Pierre Bance étudie la façon dont les nouvelles institutions prennent pied, les problèmes qu’elles rencontrent, qui sont autant liés à la situation militaire qu’aux pesanteurs sociétales, au fait que chacun naît avec, dans « son berceau, tout un monde d’idées, d’imagination et de sentiments » et « qu’il n’y a point de caractère assez fort, ni d’intelligence assez puissante qui puissent se dire à l’abri des atteintes de cette influence aussi despotique qu’irrésistible » (Bakounine).
Pierre Bance ne cache rien des tensions existant au Rojava, y compris au sein du PYD, entre le bras politique et le bras militaire, le second étant tenté de prendre le pas sur le premier du fait de l’État de guerre ; et il rappelle à l’occasion que sans le volontarisme du Parti de l’union démocratique, il n’y aurait pas de révolution au Rojava : le projet est donc porté par une avant-garde, mais une avant-garde qui ne se pose pas en tutrice d’une population à cornaquer.
Le Rojava n’est pas un paradis ou un isolat libertaire, mais un espace en guerre au sein duquel s’expérimente avec beaucoup de pragmatisme une autre façon de régler les relations de pouvoir entre individus. Le Contrat social n’abolit pas le capitalisme (le pourrait-il ?) mais il encourage le coopératisme, comptant sur l’exemple pour convaincre les habitants de l’intérêt du travail collectif et de la démocratie industrielle ; il n’abolit pas l’État et la démocratie représentative mais s’efforce de transférer le plus de pouvoir de décision à l’échelon communal ; « il s’agit, nous dit l’auteur, de marginaliser l’État par une organisation politique et économique parallèle de la société » ; il n’abolit pas le sexisme mais en imposant la parité, il oblige les sociétés à se remettre en question, à interroger ce qu’elles tenaient pour des invariants culturels.

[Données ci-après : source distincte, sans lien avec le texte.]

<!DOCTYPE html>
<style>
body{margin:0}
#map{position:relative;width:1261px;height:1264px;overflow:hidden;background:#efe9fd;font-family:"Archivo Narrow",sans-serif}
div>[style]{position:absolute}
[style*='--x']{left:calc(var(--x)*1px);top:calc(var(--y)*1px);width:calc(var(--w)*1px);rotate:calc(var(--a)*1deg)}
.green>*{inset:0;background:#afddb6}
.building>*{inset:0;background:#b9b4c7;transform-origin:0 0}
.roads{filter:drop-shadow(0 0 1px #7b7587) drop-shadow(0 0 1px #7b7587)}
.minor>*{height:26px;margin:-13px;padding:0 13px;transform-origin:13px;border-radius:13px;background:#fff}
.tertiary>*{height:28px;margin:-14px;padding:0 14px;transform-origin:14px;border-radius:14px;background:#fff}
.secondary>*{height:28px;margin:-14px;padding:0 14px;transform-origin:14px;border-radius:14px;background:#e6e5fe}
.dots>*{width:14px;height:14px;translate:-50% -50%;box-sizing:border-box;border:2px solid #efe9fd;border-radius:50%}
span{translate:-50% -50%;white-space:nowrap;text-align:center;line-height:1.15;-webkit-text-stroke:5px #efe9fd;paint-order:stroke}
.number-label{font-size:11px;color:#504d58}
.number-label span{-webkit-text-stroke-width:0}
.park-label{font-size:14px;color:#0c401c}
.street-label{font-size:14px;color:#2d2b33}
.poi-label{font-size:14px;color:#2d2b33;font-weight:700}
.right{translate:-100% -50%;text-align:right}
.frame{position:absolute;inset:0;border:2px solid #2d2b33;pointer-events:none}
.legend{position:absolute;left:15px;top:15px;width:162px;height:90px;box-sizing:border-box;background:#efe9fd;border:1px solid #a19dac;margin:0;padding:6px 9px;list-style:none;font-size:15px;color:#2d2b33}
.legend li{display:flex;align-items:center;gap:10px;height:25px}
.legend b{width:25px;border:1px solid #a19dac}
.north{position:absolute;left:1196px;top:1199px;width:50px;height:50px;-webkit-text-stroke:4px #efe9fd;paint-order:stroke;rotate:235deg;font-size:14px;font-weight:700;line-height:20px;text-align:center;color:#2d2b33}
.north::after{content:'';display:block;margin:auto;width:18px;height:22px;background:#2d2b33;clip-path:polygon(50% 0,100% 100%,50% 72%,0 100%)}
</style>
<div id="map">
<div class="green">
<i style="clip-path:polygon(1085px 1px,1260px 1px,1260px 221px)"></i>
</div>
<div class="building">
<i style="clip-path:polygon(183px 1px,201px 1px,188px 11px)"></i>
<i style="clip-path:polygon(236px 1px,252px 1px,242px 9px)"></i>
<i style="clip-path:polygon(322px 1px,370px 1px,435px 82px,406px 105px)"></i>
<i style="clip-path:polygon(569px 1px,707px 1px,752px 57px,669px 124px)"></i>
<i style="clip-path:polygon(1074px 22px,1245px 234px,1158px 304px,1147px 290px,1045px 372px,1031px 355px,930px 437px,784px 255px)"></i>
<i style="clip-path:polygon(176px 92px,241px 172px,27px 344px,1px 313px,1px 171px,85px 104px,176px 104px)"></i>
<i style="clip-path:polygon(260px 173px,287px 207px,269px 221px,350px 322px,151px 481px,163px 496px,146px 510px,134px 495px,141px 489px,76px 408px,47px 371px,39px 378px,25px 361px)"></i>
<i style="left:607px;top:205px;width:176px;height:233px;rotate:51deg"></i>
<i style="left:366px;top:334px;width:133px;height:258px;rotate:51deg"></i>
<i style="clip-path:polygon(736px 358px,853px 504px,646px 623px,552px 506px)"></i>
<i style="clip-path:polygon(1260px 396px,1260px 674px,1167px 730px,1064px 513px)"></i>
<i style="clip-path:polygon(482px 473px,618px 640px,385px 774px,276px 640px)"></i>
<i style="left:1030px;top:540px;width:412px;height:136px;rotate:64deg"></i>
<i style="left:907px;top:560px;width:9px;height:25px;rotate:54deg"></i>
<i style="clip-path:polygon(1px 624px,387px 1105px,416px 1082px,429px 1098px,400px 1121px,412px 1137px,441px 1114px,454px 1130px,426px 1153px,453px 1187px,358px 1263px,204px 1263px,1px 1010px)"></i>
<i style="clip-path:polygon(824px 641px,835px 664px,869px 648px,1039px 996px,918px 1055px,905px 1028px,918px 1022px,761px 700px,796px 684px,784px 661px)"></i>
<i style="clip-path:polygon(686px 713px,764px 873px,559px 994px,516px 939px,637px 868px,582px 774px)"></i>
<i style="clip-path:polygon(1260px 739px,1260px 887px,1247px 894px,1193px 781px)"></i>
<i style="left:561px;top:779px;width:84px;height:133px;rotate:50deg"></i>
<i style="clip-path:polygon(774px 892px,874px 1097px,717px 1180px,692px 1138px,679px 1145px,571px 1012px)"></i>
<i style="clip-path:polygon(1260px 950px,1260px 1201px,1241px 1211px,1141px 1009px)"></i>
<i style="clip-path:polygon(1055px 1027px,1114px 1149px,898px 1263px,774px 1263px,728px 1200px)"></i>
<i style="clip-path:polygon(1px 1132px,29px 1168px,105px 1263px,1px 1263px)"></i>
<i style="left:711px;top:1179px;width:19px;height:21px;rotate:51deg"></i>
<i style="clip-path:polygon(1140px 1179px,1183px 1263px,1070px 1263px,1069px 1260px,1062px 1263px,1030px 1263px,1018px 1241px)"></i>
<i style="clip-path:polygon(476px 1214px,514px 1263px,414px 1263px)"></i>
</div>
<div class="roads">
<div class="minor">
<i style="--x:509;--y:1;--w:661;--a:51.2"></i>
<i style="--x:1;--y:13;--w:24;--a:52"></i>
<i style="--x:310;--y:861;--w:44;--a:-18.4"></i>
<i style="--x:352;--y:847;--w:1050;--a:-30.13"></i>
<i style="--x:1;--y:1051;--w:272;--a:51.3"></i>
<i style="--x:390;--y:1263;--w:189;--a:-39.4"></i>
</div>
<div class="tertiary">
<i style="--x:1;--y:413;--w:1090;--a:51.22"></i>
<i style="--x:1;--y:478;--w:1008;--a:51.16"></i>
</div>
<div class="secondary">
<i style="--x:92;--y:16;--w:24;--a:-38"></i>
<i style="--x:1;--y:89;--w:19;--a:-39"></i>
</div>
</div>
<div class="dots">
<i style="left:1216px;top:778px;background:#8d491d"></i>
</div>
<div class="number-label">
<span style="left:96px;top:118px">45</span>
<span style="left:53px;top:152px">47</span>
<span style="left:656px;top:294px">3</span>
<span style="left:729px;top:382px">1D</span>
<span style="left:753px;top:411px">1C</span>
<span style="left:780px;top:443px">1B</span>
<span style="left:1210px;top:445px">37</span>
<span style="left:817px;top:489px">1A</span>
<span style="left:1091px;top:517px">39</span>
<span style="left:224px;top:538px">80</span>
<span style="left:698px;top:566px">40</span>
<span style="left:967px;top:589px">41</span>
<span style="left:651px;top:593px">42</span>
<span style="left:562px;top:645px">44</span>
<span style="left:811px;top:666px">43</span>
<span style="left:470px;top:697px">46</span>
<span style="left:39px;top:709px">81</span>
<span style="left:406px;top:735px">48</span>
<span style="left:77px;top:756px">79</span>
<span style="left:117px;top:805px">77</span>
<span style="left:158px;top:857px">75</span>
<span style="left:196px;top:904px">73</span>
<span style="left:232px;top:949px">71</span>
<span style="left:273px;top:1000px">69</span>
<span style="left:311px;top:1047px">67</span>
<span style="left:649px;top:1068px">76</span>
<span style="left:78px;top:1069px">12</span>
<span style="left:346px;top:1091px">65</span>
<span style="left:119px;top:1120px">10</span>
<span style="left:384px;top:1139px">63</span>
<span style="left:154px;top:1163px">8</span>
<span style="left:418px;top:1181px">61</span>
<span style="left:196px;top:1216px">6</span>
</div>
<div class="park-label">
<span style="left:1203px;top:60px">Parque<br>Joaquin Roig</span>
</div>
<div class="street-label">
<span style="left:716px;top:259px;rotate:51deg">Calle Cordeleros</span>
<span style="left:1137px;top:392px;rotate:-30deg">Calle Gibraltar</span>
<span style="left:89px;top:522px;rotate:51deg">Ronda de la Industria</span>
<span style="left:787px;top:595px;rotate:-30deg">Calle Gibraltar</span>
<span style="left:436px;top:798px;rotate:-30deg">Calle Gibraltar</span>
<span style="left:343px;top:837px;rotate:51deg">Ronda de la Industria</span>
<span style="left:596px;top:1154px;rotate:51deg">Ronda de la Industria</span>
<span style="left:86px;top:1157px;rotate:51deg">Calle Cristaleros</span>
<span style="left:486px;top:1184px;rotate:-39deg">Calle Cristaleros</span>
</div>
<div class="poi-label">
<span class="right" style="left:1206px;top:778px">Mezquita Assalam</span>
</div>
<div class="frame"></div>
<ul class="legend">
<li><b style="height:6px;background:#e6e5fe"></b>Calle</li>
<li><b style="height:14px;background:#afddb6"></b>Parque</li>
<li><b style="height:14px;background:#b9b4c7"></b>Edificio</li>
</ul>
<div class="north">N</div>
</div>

La démarche entreprise par les Kurdes de Syrie, épaulés par ceux de Turquie, m’a remis en mémoire un texte de 1925(2) de l’anarchiste italien Errico Malatesta qui rappelait, à raison, que les anarchistes ne feraient pas la révolution seuls et qu’il leur fallait donc « agir de concert avec toutes les forces de progrès existantes ». Il proposait de « ne rien détruire de ce qui satisfait, fût-ce imparfaitement à un besoin humain, sinon quand nous aurons quelque chose de mieux à y substituer » et mettait en avant le droit absolu à l’expérimentation sociale. Les Kurdes de Syrie se sont lancé dans une aventure aussi ambitieuse que risquée, ils ont saisi une opportunité historique et proposé de rassembler des populations diverses autour d’un projet émancipateur faisant fi des identités ethniques et confessionnelles. Dans ce contexte, leur initiative, avec ses limites, ses ratés et ses balbutiements, a déjà de quoi fasciner.
Notes
1. Je vous renvoie à la lecture de Abdullah Ocalan, La révolution communaliste, Libertalia, 2020, ainsi qu’aux pages que lui consacre Olivier Grojean, La révolution kurde. Le PKK et la fabrique d’une utopie, La Découverte, 2017.
2. cf. « Graduélisme » in Gaetano Manfredonia, La pensée de Malatesta, Ed. du Groupe Fresne-Antony, 1996.